▶ **Material shown**

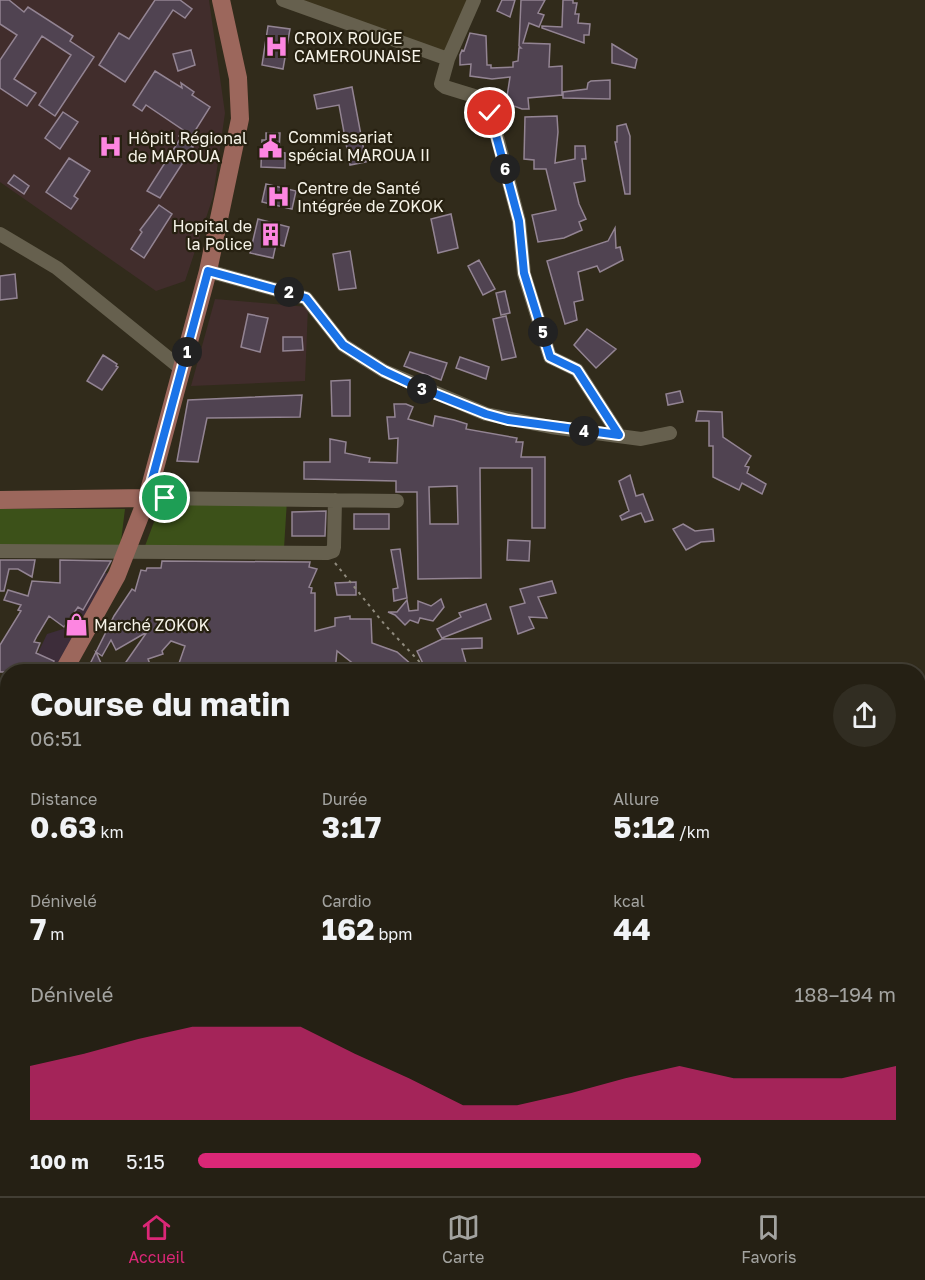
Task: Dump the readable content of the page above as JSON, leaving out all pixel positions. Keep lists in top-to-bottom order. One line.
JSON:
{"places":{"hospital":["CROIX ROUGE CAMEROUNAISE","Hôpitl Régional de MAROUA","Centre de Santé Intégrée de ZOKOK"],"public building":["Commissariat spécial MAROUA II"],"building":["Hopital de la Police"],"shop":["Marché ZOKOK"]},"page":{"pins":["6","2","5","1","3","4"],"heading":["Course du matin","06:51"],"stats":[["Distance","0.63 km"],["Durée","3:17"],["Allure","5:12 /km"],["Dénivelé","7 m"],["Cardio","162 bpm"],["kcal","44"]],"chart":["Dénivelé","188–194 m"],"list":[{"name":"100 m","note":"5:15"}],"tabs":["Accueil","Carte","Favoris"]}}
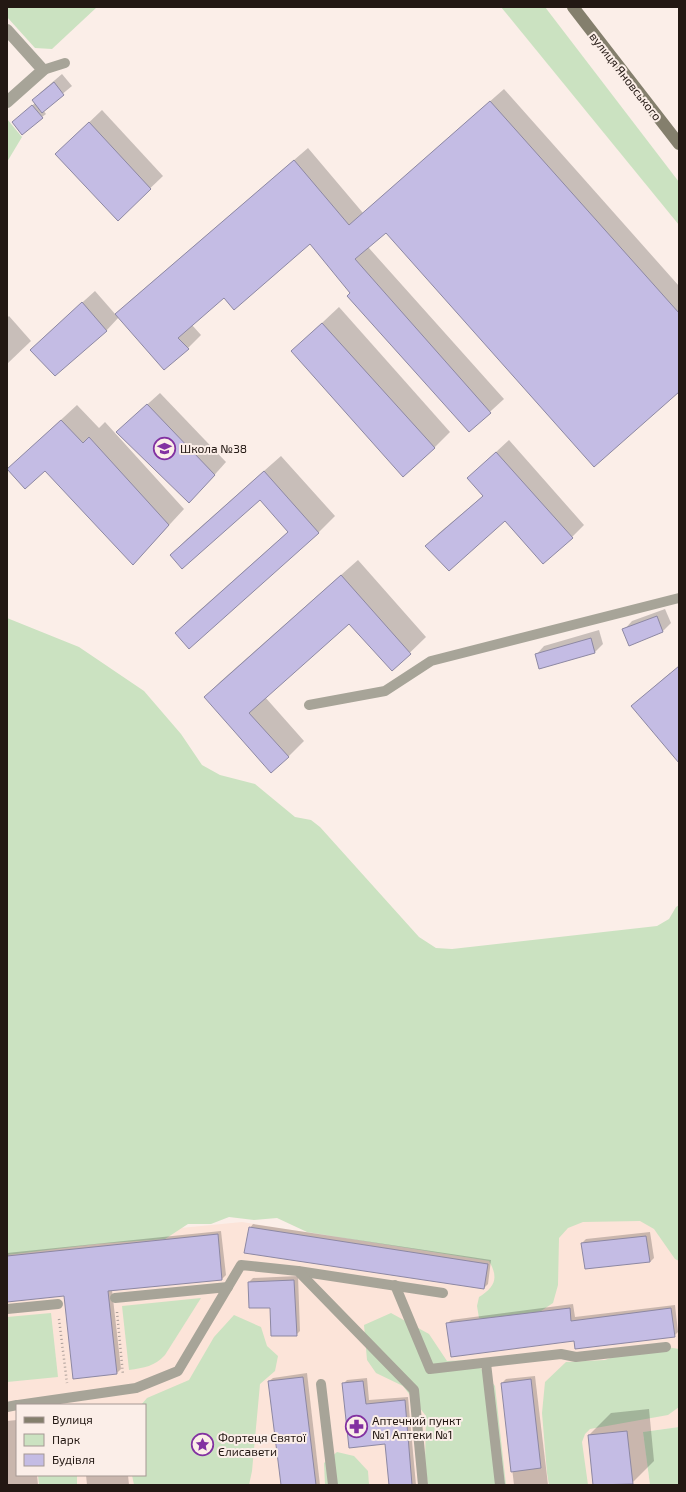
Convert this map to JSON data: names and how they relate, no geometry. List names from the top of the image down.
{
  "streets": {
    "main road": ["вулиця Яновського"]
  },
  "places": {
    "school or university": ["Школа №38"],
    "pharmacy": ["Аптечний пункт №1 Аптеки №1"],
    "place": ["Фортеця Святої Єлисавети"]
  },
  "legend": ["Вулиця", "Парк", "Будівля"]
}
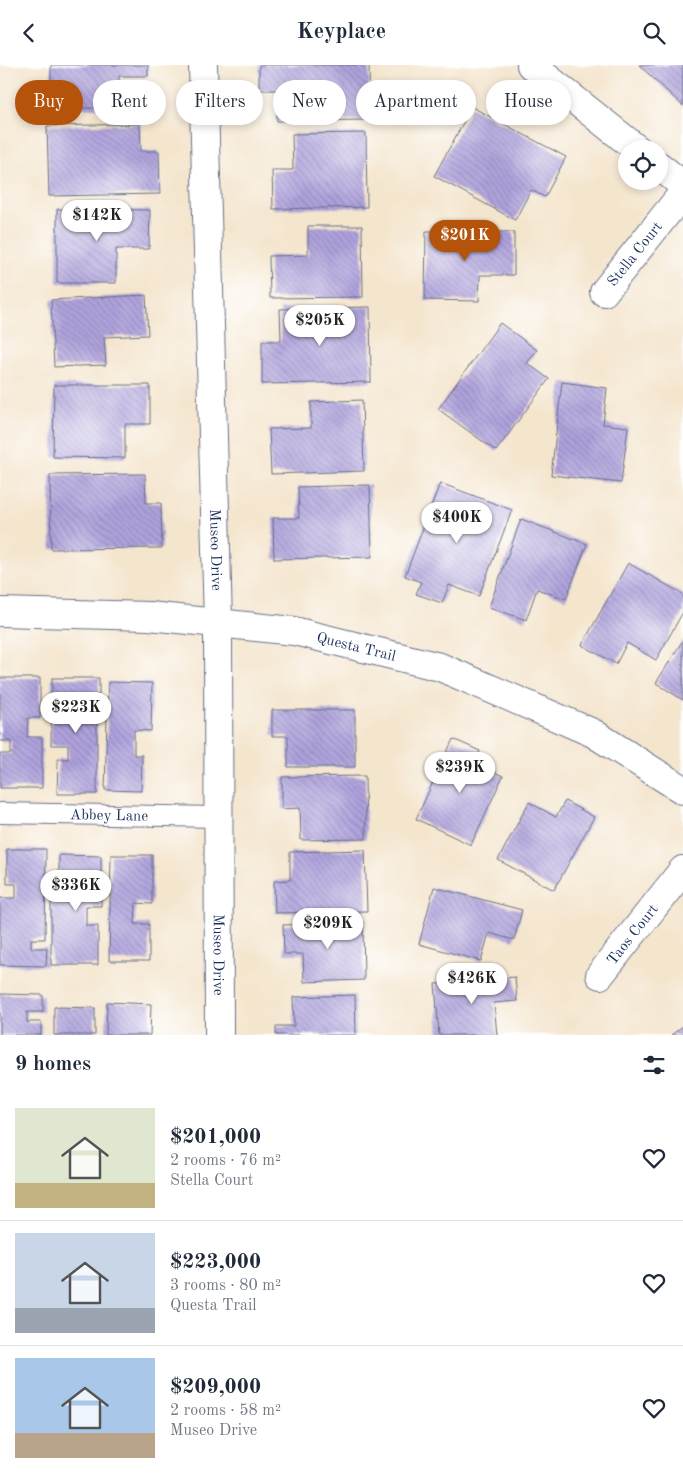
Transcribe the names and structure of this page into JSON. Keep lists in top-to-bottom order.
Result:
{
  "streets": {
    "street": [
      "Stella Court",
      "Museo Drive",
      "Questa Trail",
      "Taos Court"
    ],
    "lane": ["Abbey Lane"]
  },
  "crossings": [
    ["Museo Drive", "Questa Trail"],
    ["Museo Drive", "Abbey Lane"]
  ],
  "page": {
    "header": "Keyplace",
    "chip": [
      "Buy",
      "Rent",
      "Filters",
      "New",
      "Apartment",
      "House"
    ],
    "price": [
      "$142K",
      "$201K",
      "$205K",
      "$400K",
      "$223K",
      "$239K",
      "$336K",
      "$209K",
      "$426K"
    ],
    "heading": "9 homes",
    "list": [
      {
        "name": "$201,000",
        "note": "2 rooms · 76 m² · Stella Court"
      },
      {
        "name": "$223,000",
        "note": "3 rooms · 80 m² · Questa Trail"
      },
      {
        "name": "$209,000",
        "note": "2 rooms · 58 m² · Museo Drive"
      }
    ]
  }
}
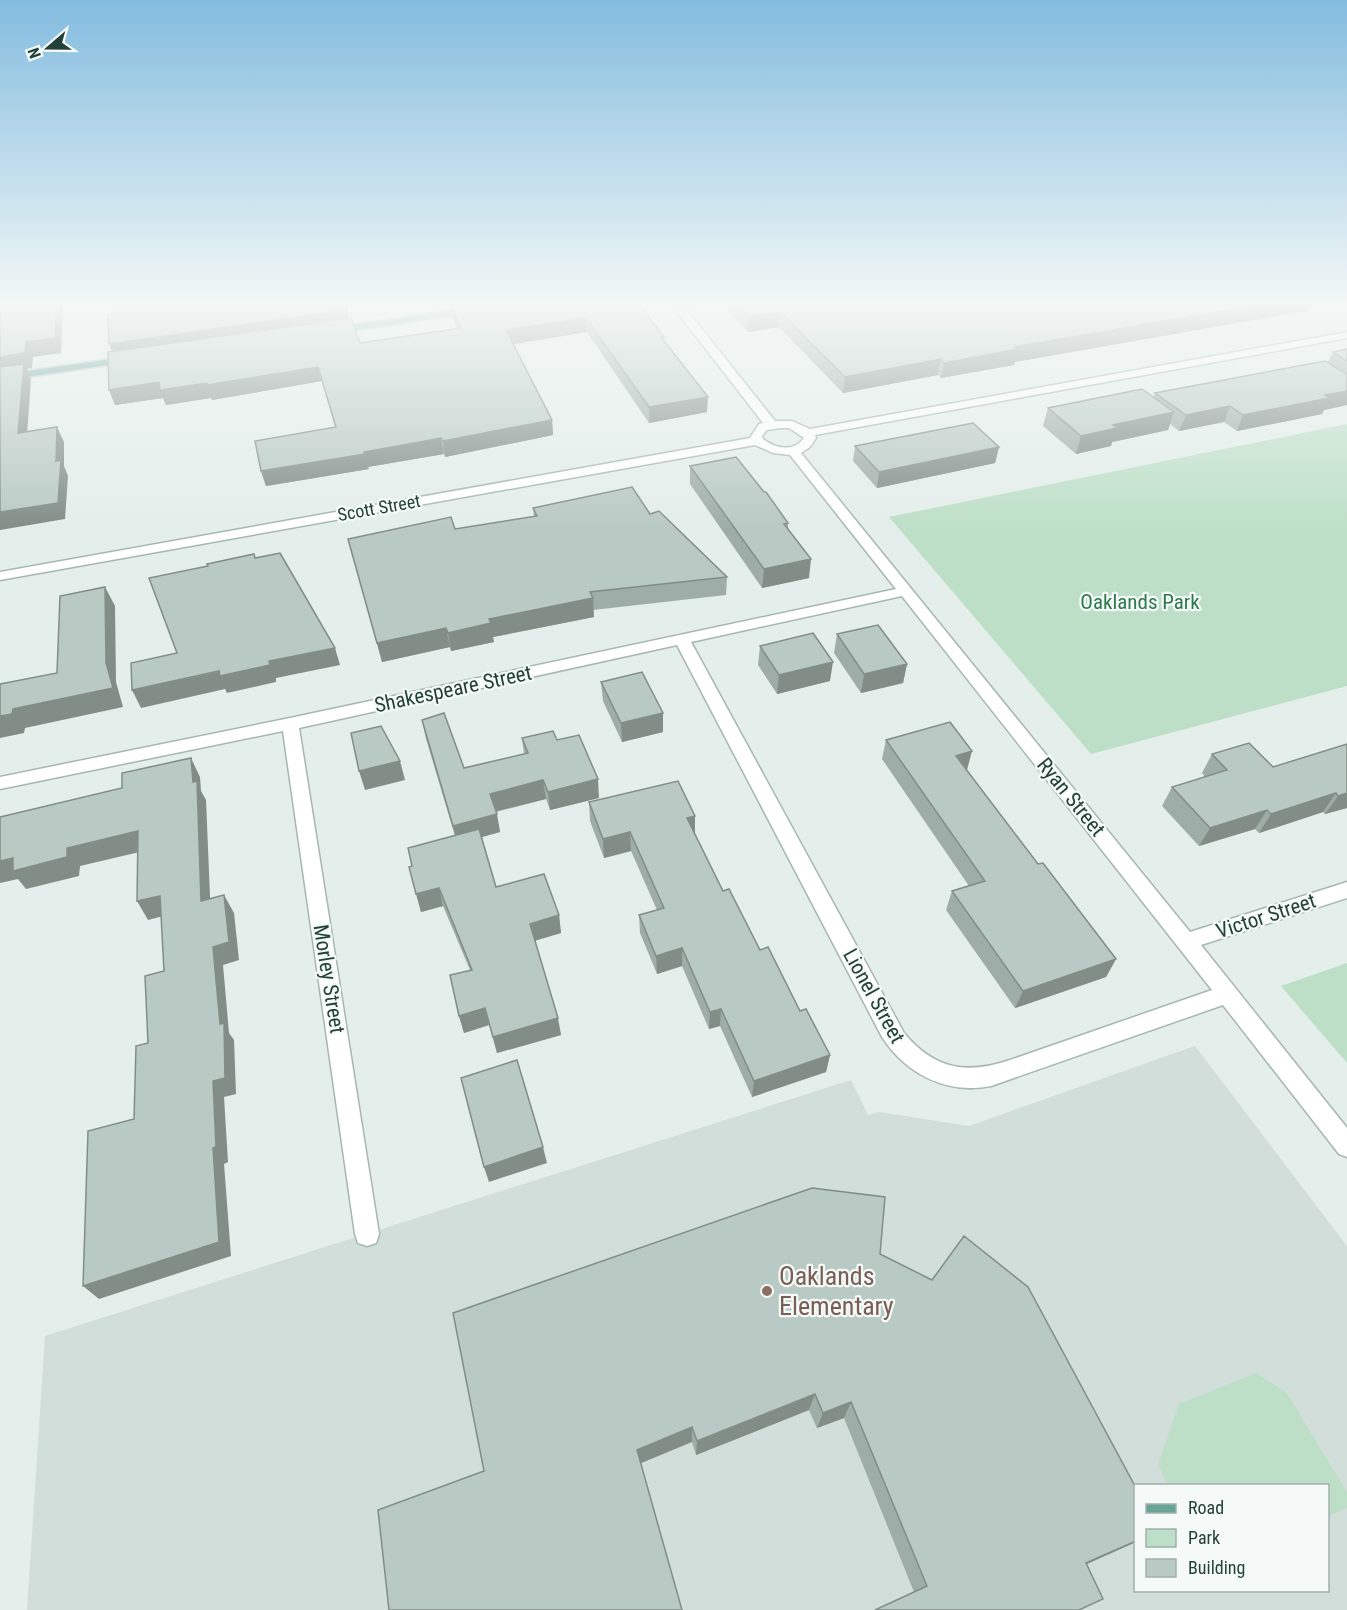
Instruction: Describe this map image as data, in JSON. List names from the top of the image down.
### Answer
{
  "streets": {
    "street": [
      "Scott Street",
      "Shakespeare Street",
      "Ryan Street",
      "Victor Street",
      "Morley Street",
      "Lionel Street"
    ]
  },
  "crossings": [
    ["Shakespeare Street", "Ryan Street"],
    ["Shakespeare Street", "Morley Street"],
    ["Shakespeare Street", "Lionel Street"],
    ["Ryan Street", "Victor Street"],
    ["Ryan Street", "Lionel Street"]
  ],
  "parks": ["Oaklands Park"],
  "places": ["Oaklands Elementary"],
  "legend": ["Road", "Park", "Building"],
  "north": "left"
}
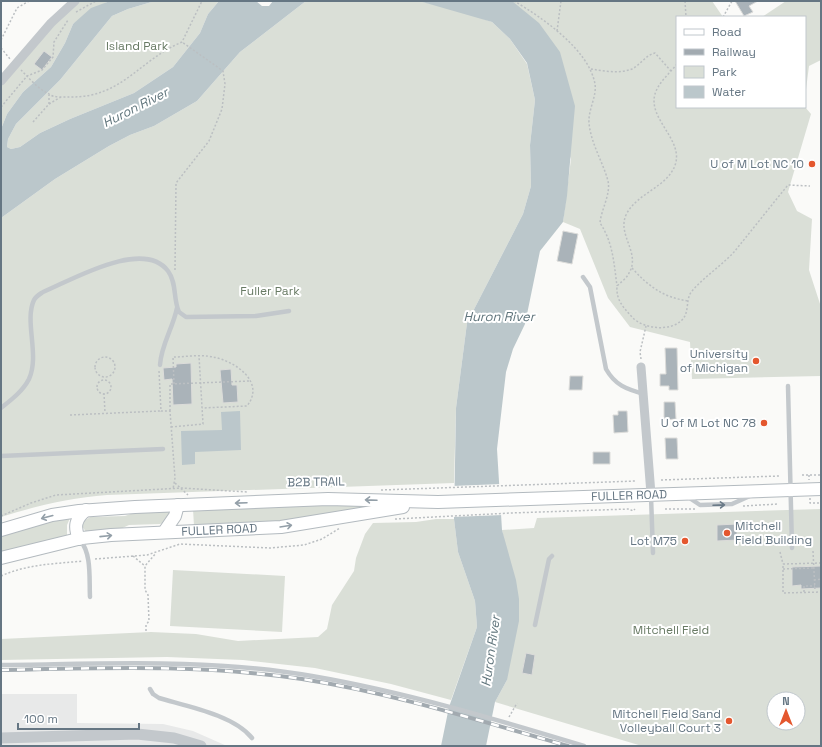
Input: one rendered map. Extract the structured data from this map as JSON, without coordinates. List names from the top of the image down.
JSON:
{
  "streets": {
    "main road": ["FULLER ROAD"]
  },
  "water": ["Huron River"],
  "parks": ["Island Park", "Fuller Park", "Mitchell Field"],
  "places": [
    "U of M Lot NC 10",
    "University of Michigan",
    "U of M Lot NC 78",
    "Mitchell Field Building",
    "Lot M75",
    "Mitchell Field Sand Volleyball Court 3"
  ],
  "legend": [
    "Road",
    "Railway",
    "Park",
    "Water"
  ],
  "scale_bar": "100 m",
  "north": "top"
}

▶ **What is being asked**
Nothing but a number, please: how many lines of the listing hold the word "Keep"?

▶ **Exercise response**
2